Sekolah harus mempertahankan metode – metode
tradisional yang bertautan dengan disiplin mental. Esensialisme mengakui bahwa
metode pemecahan masalah “Problem Soving” ada faedahnya, namun bukan
suatu prosedur untuk melaksanakan bagi seluruh proses belajar.
5.
Tujuan akhir dari
pendidikan ialah untuk meningkatkan kesejahteraan umum, karena dianggap
merupakan tuntunan demokrasi yang nyata.
BAB III
PENUTUP
Simpulan
Aliran esensialisme merupakan aliran yang ingin kembali kepada
kebudayaa-kebudayaan warisan sejarah yang telah membuktikan kebaikan-
kebaikannya bagi kehidupan manusia. Dasar dari aliran ini adalah pandangan
humanisme yang merupakan reaksi terhadap hidup yang mengarah pada keduniawian
serba ilmiah dan matrealistik, selain itu juga diwarnai oleh pandangan
konsep-konsep idealisme dan realisme.
Esensialisme sebagai teori pendidikan dan kebudayaan melihat
kenyataan bahwa lembaga-lembaga dan praktek-praktek kebudayaan modern telah
gagal dalam banyak hal untuk memenuhi harapan zaman modern. Maka untuk
menyelamatkan manusia dan kebudayaan, harus diusahakan melalui pendidikan
Aliran esensialisme berpendapat mengenai Ontologi, Epistemologi,
Aksiologi, Minat Belajar, dan Kurikulum.
DAFTAR PUSTAKA
Syam, Mohammad Noor. 1986. Filsafat
Pendidikan dan Dasar Filsafat Pendidikan Pancasila. Surabaya: Usaha
Nasional.
Barnadib, Imam. 2013. Filsafat
Pendidikan Sistem dan Metode. Yogyakarta: Penerbit Ombak.

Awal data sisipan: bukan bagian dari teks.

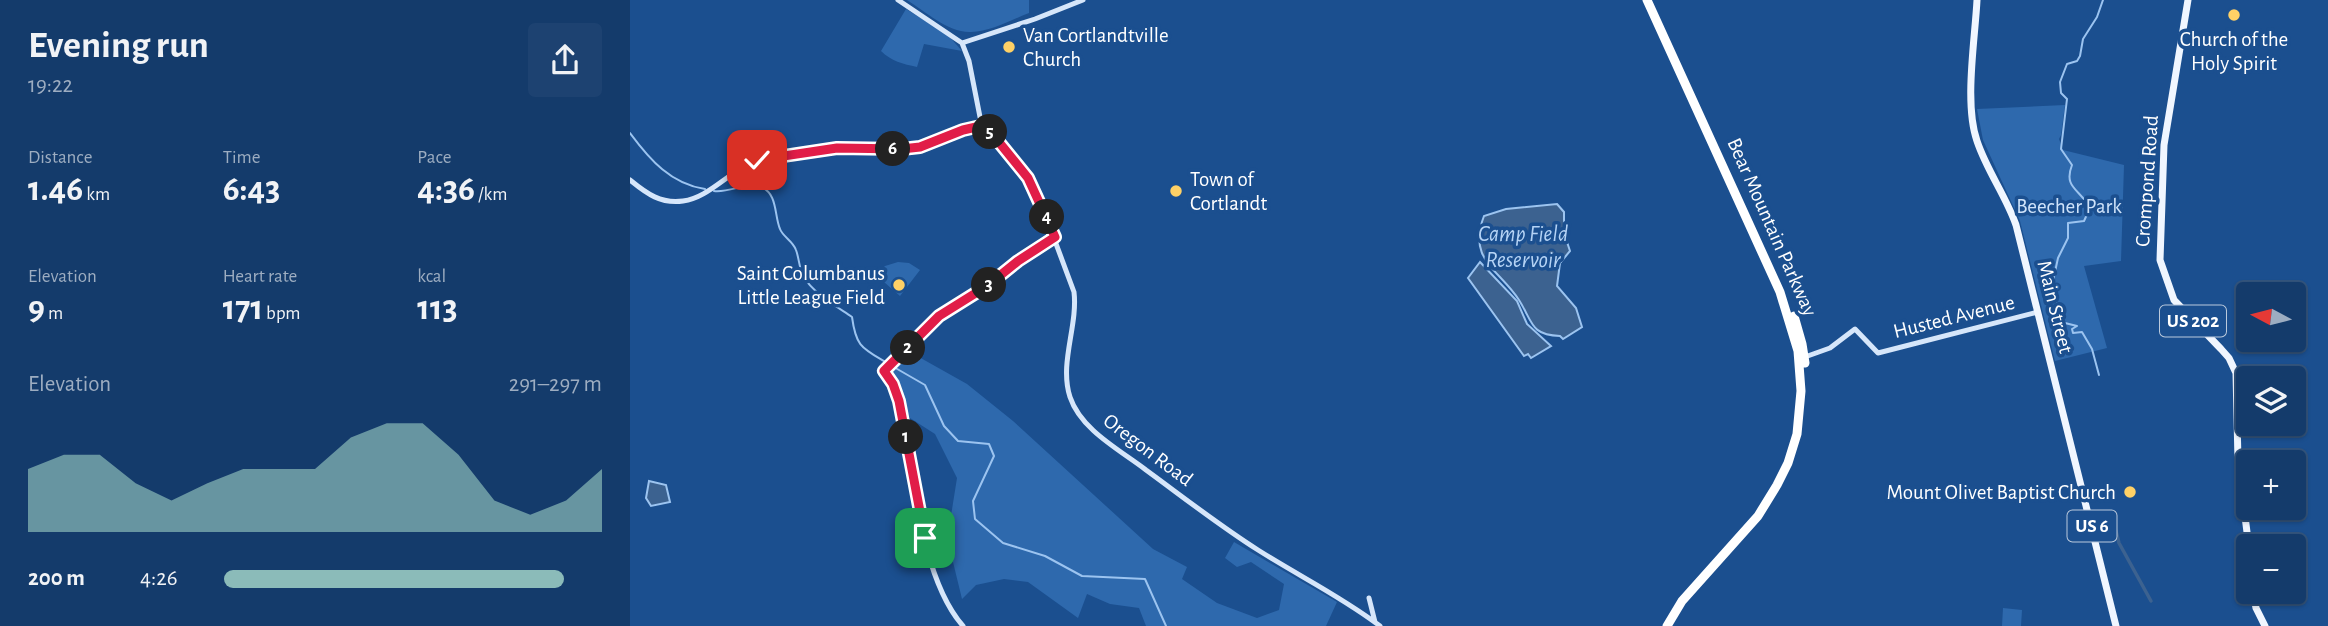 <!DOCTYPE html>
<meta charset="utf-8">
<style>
body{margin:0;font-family:"Alegreya Sans",sans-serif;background:#1d4271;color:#f1f3f6;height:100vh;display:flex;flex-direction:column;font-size:26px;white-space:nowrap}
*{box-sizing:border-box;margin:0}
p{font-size:23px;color:#9dadc1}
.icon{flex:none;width:38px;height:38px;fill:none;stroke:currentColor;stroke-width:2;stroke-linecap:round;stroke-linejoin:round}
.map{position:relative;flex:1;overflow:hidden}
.drawer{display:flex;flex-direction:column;background:#143b6b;width:630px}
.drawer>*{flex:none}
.needle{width:46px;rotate:277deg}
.fabs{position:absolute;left:1606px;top:282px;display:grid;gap:14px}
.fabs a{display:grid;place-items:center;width:70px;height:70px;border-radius:7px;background:#143b6b;box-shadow:0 2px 5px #0004,0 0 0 2px #33557e;font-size:35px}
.pin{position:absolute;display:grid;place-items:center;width:60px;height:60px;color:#fff;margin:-30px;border-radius:14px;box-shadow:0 4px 10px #0006}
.km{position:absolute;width:35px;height:35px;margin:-18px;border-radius:50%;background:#222;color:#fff;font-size:19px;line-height:35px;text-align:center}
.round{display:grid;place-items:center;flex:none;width:74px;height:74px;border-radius:7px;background:#1d4271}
.summary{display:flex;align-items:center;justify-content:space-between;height:119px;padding:0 28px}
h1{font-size:38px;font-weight:700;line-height:52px}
.stats{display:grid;grid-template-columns:repeat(3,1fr);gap:10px;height:119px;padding:7px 28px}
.stats div{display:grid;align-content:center}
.stats b{font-size:35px;font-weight:700}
.stats small{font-size:19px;font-weight:400}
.stats p{font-size:19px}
.chart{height:196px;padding:14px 28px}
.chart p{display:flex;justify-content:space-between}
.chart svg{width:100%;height:126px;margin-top:7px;fill:#8bbbb9;opacity:.7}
ul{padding:0 28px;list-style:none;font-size:23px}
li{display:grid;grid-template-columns:112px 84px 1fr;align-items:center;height:52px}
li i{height:18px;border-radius:9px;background:#8bbbb9}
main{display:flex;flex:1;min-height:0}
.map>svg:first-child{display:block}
.green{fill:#2e69ad}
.water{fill:#3c6290;stroke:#9cc4f0;stroke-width:2}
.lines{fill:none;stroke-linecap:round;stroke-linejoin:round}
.stream{stroke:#9cc4f0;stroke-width:2}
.canal{stroke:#3c6290;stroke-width:3.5}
.secondary{stroke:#d6e6fa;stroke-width:5}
.primary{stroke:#f0f6ff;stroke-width:7}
.highway{stroke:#fff;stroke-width:9}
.route-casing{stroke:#fff;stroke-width:14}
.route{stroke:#e11d48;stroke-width:9}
.poi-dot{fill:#ffd166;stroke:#1b4f8f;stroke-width:2.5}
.labels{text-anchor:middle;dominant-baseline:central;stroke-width:7;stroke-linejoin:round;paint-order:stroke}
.shield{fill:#1b4f8f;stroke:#bbcadd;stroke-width:2}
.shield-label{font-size:19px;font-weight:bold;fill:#fff}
.poi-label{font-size:21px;fill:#fff;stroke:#1b4f8f;text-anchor:start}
.street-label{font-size:21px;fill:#fff;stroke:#1b4f8f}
.park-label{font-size:21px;fill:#cfe3fa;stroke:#1b4f8f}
.water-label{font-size:23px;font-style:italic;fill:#b5d3f5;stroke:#1b4f8f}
</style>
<main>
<section class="drawer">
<div class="summary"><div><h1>Evening run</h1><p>19:22</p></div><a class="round"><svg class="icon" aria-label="share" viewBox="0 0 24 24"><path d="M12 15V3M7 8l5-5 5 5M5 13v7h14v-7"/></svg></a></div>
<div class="stats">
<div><p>Distance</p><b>1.46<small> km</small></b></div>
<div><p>Time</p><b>6:43</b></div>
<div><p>Pace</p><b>4:36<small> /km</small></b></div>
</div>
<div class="stats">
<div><p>Elevation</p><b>9<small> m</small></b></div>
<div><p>Heart rate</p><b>171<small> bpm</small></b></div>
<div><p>kcal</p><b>113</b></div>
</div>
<div class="chart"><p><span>Elevation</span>291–297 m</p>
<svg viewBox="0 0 160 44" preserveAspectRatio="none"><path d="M0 44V22L10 17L20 17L30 27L40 33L50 27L60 22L70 22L80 22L90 11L100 6L110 6L120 17L130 33L140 38L150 33L160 22V44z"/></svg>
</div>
<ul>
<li><b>200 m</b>4:26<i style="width:90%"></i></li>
</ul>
</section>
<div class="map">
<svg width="1698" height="626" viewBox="0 0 1698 626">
<rect width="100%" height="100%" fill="#1b4f8f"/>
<path class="green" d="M 277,0 L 399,0 L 399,13 C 381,20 360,32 341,32 C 318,33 295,11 277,0 Z
M 276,9 L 318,35 L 332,51 L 294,44 L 287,67 C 273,64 261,61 251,51 Z
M 1435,105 L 1431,135 L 1429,139 L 1433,150 L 1494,165 L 1491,261 L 1454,266 L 1477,348 L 1425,361 L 1390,221 L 1353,140 L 1347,109 Z
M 268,262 L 279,263 L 290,270 L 270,296 L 246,275 L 255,266 Z
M 280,352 L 337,384 L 383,421 L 523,549 L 557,567 L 552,579 L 587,603 L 627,618 L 649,610 L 654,584 L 621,562 L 607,567 L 595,558 L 604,542 L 707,602 L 696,626 L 516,626 L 509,608 L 480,604 L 457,594 L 448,618 L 398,582 L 374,579 L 346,585 L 332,599 L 323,562 L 320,522 L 327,478 L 305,434 L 280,418 L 260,373 Z
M 1373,608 L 1392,610 L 1391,626 L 1372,626 Z"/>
<path class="water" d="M 927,204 L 934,212 L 934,233 L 940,251 L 930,263 L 927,286 L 946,308 L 952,327 L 933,339 L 930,336 C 900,335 903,322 889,300 C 869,269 837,260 854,216 L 876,209 Z
M 850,262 L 887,301 L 897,324 L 921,346 L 901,358 L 898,354 L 894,356 L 838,278 Z
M 19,481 L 36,485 L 40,502 L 21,506 L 16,498 Z"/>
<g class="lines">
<path class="stream" d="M 0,133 C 20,160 41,184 75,189
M 84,191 C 100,193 119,181 131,187 C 148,194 144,215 150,229 C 153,237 163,241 166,250 C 169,258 169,267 173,276 C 183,293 206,306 222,317 C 226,347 232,348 257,363
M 262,366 L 295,385 L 314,426 L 328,441 L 359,444 L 364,456 L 343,501 L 345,519 L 373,543 L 415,556 L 452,576 L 515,579 L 536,626
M 1469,375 L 1462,349 L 1452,332 L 1443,333 L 1442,329 L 1447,326 L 1431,322 L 1428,315 L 1423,281 L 1428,258 L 1438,238 L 1438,223 L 1454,221 L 1460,208 C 1450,189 1433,188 1442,165 L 1431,149 L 1437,99 L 1431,93 L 1430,82 L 1437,64 L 1447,61 L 1450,56 L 1453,39 L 1467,17 L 1473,0"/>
<path class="canal" d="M 1486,531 L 1489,543 L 1521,601"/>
<path class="secondary" d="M 268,0 L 332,43 L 339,61 L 350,117 L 364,138 L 393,171 L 409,198 L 444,292 C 448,326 429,363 440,397 C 451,430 490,450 516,470 C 553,497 590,526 628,550 C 669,576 712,597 750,626
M 332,43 L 405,19 L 453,0
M 0,180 C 17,194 31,204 53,201 C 82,197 101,167 133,159 C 163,151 198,148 229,148 C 247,148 265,150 283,148 C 308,144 330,130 355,125
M 1172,358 L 1200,348 L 1225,329 L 1248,353 L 1408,312
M 739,598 L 745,622
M 333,626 C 289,576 283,466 269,401 L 263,385 L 254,371 L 309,316 L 357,286 L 388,261 L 425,237"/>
<path class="primary" d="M 1347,0 C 1345,40 1334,104 1347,141 C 1357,171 1376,196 1386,225 L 1486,626
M 1558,0 L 1534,145 L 1530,260 L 1544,300 L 1591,349 L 1599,358 L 1606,373 L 1608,461 L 1619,548
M 1623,592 L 1626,608 L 1635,626"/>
<path class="highway" d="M 1017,0 L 1150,292 L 1168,351 L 1171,391 L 1167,434 L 1158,463 L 1147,485 L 1128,516 L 1052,601 L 1037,626
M 1164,316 L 1172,344 L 1175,363"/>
</g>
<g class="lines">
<defs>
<path id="route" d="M 127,160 L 207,148 L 272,149 L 290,147 L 333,130 L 355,125 L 398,178 L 425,237 L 388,261 L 357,286 L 309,316 L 254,371 L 263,384 L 269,401 L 295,538"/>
</defs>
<use href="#route" class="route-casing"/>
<use href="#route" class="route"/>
</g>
<g class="poi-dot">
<circle cx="1604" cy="15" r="7"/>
<circle cx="379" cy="47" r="7"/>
<circle cx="546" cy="191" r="7"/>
<circle cx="269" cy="285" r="7"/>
<circle cx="1500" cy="492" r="7"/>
</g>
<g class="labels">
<g class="shield">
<rect x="1530" y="305.5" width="66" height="31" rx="5"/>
<rect x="1437.5" y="510.5" width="49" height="31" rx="5"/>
</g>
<g class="shield-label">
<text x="1563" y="321">US 202</text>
<text x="1462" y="526">US 6</text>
</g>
<g class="poi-label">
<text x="393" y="35">Van Cortlandtville<tspan x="393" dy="24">Church</tspan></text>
<text x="1604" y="39" text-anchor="middle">Church of the<tspan x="1604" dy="24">Holy Spirit</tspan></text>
<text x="560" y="179">Town of<tspan x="560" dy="24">Cortlandt</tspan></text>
<text x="255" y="273" text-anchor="end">Saint Columbanus<tspan x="255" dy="24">Little League Field</tspan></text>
<text x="1486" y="492" text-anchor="end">Mount Olivet Baptist Church</text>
</g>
<g class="street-label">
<text transform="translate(1517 181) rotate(-86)">Crompond Road</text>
<text transform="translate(1142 227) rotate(66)">Bear Mountain Parkway</text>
<text transform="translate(1425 307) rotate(76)">Main Street</text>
<text transform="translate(1324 317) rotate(-14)">Husted Avenue</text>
<text transform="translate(518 450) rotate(37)">Oregon Road</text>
</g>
<g class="park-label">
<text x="1439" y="206">Beecher Park</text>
</g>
<g class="water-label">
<text x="893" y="234">Camp Field<tspan x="893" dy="26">Reservoir</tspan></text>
</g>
</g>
</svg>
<div class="fabs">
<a><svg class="needle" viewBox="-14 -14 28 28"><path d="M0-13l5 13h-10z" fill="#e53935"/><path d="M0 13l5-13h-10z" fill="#9dadc1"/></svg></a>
<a><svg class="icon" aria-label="layers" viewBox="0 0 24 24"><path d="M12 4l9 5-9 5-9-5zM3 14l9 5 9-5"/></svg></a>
<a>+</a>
<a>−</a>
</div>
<div class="pin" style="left:295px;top:538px;background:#1e9e55"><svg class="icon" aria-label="arrive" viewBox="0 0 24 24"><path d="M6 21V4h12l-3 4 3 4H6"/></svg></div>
<div class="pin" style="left:127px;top:160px;background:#d93025"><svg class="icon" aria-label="check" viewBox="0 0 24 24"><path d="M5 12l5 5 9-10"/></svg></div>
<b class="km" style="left:276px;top:437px">1</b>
<b class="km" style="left:278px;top:348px">2</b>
<b class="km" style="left:359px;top:285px">3</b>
<b class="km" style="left:417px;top:217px">4</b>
<b class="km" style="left:360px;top:132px">5</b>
<b class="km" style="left:263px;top:149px">6</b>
</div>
</main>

Khobir, Abdul. 2011. Filsafat
Pendidikan Islam. Pekalongan: STAIN Pekalongan Press.
Idi, H. Jalaluddin dan Abdullah.
2007. Filsafat Pendidikan. Yogyakarta: Ar Ruzz Media.
[1]
Abdul Khobir, Filsafat Pendidikan Islam (Pekalongan: STAIN Pekalongan
Press, 2011), hlm. 54.
[2]
Mohammad Noor Syam, Filsafat Pendidikan dan Dasar Filsafat Pendidikan
Pancasila (Surabaya: Usaha Nasional, 1986), hlm. 261.
[3]
H. Jalaluddin dan Abdullah Idi, Filsafat Pendidikan (Yogyakarta: Ar Ruzz Media, 2007), hlm.
[4]
Imam Barnadib, Filsafat
Pendidikan Sistem dan Metode (Yogyakarta: Penerbit Ombak, 2013), hlm.
52-54.
[5]
Ibid., hlm. 55-56.
[6] Imam
Barnadib, Op. Cit., hlm. 61-62.
[7]
Mohammad Noor Syam, Op.Cit., hlm. 292-293.